Mitt Romney claims he intends to pay for his across-the-board 20 percent tax cut by eliminating special deductions and loopholes, but according to a study conducted by the Joint Committee on Taxation, eliminating all itemized deductions would only pay for a 4 percent tax cut.
Repealing all itemized deductions in the U.S. tax code would pay for only a 4 percent cut in income tax rates, according to an estimate from the nonpartisan scorekeeper for Congress that casts doubt on Republicans’ ability to finance lower income-tax rates with base broadening.
The analysis by the Joint Committee on Taxation shows the arithmetical difficulty of an approach that assumes long-favored tax breaks such as deductions for mortgage interest and charitable contributions could be repealed instantly and completely. Republican presidential nominee Mitt Romney proposes a 20 percent income-tax cut and says he would pay for it by limiting tax deductions, credits and exemptions.
If you take Romney at his word, in theory this wouldn't even cover 4 percent of his tax cut. Why? Because Romney himself has said on the campaign trail, and during the first presidential debate, that he would not end deductions for mortgages.

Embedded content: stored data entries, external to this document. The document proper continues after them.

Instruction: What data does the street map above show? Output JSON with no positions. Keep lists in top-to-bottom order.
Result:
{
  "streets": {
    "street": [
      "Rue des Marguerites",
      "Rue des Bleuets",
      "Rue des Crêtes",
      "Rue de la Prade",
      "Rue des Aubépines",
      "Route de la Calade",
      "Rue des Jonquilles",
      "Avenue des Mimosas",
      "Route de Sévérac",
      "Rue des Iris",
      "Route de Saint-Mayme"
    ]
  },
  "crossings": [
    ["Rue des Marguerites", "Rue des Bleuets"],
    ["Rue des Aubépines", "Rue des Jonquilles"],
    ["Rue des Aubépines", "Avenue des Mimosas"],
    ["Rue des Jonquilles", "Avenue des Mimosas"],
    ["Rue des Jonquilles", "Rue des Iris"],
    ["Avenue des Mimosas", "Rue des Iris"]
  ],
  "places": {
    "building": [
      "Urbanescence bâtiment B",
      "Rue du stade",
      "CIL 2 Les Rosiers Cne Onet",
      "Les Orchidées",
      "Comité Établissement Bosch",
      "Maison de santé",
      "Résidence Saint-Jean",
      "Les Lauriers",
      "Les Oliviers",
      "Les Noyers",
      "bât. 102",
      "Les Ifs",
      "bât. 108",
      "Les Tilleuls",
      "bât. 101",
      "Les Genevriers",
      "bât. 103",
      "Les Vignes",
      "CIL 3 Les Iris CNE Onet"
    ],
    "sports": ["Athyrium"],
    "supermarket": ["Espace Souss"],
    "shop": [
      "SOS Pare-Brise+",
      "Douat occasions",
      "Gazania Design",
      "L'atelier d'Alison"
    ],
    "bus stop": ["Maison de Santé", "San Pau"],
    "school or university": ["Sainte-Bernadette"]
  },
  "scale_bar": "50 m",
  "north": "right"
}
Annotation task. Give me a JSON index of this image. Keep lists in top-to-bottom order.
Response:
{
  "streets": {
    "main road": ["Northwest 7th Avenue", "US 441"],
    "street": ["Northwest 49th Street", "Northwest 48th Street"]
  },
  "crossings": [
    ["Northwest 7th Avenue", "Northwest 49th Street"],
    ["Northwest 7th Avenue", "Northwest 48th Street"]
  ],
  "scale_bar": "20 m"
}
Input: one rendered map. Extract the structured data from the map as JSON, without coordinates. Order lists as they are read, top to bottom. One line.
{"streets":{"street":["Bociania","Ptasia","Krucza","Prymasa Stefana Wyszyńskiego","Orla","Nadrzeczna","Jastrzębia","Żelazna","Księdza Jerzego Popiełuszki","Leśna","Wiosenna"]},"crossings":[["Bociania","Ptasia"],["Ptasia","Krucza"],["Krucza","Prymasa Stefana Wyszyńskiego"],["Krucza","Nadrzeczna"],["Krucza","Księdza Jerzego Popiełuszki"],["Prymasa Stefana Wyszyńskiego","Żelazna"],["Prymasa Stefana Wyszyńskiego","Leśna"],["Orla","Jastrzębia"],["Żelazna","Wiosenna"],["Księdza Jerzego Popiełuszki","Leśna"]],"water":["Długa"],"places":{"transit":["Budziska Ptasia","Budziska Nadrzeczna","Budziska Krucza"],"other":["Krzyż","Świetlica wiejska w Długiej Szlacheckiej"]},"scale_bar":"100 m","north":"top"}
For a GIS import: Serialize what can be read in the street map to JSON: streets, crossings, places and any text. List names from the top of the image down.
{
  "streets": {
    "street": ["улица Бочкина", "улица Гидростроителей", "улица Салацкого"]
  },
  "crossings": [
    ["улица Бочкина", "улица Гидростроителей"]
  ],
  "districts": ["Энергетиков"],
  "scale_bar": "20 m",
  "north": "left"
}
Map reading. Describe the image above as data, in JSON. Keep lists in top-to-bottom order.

The Joint Committee's findings state that further broadening of the tax base to pay for more than 4 percent of Romney's $5 trillion tax cut would have to include employer-sponsored health insurance, the earned income tax credit, and the child tax credit.
In other words, you would necessarily have to raise taxes on working families to pay for even a portion of it.
This study from the Joint Committee on Taxation confirms the Obama campaign's charge that Romney would raise taxes on the middle class to pay for his give-away to the wealthy. The only other alternative would be to forgo paying for it and explode the deficit, which is what Republican administrations have ordinarily done in the past.
It should not be forgotten that George W. Bush's tax cuts were never paid for either, and that was only a 3 percent tax cut. Bush's 3 percent tax cut is the largest driver of our current budget deficit. Mitt Romney is proposing a 20 percent tax cut.
A 20 percent, across-the-board tax cut would obliterate the treasury.